Большая разница в возрасте парочки, по всей видимости, гостей не смущала. Мужчины пили, женщины жевали. Периодически кто-нибудь из гостей вставал, произносил долгий и, судя по выражению кукольного лица юной красотки, скучный тост. Увидев направляющуюся в центр зала Харитонову, девушка ланью выпрыгнула из-за стола и тоже завихляла бёдрами. Постепенно центр зала стал заполняться танцующими, свет в зале приглушили, а по потолку забегали зеркальные зайчики.
– А Викуся ничего себе! – Славка подтянул к себе бутылку и вылил остатки коньяка Артёму в бокал. В школе они сидели за одной партой. На выпускном напились, подрались и больше не виделись. А когда встретились в коридоре кафе, крепко обнялись, как старые приятели. – А она ведь тебя хочет!
– Чего?! – Артём удивлённо посмотрел на друга. – С чего ты взял?
– С того, как она на тебя смотрит весь вечер.
– Да ну, – равнодушно отмахнулся Артём, но всё-таки посмотрел на извивающуюся в танце Вику.
– Глаз не сводит. А с какой интонацией она произнесла это своё фирменное: «Ой-й! Не насилуйте мне мозги!». – Славка ухмыльнулся. – Таки да, там есть что насиловать. Я бы не прочь, но без шансов. Она на тебя нацелилась.
– Ты просто пьян…
– Не настолько, чтоб не заметить с каким интересом ты наблюдал за её лицом, когда…

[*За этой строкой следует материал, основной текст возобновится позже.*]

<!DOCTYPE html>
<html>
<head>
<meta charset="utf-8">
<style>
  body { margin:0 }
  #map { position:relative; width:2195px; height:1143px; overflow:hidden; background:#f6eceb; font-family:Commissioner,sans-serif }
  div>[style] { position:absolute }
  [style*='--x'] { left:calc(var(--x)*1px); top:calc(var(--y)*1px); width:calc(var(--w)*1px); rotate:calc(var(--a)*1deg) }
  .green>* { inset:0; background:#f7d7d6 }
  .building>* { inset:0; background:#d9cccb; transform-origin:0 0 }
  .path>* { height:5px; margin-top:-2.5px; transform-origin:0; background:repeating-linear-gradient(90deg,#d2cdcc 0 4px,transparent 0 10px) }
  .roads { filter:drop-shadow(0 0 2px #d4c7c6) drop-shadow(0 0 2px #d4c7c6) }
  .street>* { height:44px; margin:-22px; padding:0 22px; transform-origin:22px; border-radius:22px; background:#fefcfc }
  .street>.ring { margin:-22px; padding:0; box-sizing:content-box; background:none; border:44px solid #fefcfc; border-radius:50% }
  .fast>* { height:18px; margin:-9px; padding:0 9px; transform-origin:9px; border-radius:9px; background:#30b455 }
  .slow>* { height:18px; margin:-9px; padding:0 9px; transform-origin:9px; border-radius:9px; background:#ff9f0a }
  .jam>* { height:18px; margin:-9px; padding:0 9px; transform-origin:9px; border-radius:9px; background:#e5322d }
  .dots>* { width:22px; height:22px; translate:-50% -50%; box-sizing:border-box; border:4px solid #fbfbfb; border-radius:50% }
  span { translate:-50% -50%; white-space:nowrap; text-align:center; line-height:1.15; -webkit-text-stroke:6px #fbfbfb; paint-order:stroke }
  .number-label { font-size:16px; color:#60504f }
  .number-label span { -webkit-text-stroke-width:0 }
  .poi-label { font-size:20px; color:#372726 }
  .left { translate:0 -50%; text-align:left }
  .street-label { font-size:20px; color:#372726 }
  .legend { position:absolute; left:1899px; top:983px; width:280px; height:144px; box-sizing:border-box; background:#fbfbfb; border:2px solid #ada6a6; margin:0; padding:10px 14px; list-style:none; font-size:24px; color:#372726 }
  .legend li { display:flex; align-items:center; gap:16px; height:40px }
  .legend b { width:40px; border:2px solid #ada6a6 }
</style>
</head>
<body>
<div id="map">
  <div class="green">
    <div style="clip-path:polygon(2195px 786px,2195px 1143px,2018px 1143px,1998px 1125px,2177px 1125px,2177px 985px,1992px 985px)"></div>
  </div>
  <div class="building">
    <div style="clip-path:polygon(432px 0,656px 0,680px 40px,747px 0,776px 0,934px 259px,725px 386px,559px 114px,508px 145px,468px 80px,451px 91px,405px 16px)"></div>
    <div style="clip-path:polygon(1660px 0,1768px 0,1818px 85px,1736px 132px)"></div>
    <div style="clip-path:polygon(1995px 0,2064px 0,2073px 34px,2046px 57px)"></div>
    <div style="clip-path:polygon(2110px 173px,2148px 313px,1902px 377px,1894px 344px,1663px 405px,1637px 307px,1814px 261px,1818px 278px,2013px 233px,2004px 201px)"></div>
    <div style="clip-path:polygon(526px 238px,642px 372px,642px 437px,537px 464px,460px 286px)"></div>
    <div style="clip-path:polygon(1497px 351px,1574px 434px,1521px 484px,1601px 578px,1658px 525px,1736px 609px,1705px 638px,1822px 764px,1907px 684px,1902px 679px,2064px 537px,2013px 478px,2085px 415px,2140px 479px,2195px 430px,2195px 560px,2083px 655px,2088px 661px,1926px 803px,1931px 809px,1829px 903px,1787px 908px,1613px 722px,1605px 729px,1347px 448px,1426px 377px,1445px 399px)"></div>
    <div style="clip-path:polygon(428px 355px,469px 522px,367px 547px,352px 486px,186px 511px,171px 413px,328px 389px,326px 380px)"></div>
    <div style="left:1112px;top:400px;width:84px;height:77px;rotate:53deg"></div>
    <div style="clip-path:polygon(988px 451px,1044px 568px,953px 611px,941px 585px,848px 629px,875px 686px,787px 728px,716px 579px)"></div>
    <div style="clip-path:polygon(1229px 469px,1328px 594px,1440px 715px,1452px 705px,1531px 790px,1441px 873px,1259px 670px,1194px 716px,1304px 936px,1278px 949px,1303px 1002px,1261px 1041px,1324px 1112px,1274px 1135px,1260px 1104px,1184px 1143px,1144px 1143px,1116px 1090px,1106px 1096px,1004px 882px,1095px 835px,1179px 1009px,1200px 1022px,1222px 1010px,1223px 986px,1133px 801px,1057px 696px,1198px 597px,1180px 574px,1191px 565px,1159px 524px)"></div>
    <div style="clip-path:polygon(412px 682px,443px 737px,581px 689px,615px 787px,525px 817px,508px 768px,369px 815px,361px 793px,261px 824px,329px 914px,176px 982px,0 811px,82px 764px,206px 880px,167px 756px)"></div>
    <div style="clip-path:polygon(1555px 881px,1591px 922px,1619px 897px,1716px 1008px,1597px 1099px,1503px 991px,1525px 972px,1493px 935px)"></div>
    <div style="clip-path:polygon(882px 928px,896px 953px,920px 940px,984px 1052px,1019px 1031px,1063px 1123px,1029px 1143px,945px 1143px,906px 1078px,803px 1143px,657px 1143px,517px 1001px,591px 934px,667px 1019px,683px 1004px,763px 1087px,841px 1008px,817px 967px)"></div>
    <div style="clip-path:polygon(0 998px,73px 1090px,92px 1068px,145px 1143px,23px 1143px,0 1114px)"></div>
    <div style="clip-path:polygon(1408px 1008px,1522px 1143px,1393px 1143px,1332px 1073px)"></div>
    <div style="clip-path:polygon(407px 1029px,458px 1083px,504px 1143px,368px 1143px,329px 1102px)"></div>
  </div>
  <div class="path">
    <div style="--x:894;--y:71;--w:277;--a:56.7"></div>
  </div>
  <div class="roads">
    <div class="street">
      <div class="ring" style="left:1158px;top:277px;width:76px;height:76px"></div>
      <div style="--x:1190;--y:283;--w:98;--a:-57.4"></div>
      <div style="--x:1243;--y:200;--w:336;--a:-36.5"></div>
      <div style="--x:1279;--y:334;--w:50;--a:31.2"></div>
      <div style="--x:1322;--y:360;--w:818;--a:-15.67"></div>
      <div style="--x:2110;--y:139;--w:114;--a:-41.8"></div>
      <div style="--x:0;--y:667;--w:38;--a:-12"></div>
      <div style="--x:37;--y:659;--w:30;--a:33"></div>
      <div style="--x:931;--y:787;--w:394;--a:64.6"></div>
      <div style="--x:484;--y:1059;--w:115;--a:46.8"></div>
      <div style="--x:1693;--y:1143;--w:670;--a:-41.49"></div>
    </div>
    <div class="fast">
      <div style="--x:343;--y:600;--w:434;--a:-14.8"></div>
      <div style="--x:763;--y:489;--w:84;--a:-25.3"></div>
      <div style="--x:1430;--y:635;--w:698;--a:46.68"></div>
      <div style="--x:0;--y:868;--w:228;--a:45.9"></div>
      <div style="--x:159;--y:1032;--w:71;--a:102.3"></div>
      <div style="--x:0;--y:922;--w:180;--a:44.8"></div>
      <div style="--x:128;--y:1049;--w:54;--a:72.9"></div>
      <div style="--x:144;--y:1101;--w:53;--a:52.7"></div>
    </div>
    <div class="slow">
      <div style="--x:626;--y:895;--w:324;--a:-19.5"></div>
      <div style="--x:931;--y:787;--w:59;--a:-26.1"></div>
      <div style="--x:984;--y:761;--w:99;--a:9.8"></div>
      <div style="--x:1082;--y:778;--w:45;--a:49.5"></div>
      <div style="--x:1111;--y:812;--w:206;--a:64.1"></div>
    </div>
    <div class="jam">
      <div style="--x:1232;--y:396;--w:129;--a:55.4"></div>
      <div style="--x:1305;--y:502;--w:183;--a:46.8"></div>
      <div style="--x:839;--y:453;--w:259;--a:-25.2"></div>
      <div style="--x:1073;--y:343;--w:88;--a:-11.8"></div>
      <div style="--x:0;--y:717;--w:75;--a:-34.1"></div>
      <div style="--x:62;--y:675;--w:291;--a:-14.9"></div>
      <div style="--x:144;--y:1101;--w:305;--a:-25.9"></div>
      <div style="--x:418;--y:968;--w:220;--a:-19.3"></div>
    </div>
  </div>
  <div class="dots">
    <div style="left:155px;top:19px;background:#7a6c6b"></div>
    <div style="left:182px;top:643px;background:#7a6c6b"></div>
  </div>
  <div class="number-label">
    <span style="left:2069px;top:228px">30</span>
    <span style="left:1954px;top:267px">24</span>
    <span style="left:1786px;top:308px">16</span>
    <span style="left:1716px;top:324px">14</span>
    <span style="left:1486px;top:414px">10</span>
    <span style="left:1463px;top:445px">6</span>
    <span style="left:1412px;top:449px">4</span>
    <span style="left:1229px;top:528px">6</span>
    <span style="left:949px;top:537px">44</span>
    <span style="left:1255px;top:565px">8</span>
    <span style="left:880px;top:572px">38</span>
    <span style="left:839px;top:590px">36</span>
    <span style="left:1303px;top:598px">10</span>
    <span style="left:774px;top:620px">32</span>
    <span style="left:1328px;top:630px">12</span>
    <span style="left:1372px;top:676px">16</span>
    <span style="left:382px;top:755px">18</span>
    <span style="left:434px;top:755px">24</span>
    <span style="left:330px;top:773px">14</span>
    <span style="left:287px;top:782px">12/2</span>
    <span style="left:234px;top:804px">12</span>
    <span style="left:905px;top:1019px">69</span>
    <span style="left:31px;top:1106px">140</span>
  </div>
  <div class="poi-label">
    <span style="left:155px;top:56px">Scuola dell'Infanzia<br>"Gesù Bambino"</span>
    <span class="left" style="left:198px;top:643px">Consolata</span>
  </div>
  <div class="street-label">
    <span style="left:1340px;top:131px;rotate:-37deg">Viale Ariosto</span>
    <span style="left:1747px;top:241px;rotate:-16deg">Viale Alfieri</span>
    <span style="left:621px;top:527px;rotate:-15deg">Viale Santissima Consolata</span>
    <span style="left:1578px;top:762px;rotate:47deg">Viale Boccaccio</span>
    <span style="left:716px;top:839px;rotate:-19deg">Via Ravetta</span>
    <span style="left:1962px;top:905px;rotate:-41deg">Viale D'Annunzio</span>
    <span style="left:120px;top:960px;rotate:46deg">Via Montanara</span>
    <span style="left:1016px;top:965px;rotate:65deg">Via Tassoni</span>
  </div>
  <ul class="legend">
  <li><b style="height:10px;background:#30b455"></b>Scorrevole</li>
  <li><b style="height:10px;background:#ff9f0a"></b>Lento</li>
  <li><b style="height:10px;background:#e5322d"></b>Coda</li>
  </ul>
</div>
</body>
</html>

– Я женат, – оборвал его на полуслове Артём.
– Угу. – Славка поджал рукой подбородок и тоскливо уставился на изящную фигурку, плавно двигающуюся в такт музыке. – Она в школе бальными танцами занималась.
– И что?
– А то… Хочешь узнать, какова женщина в сексе, посмотри, как она танцует.
Это было красиво. И завораживающе. Её движения были плавными, лёгкими и свободными, словно не было в жизни проблем, груза пережитого, комплексов, зажимов. Ей снова было 17, и личико удивлённой девочки светилось счастьем. Это волновало.
Когда ритм мелодии ускорился, в ней заструились бешеные потоки энергии. И эта энергия заражала всё вокруг. Заражала и будила воображение.
– Видал? – Славка подтолкнул к Артёму полный бокал. – Мозги у Викуси всегда были, но думали они не только про интегралы и логарифмы, но и про то самое… Всегда. Я это точно знаю.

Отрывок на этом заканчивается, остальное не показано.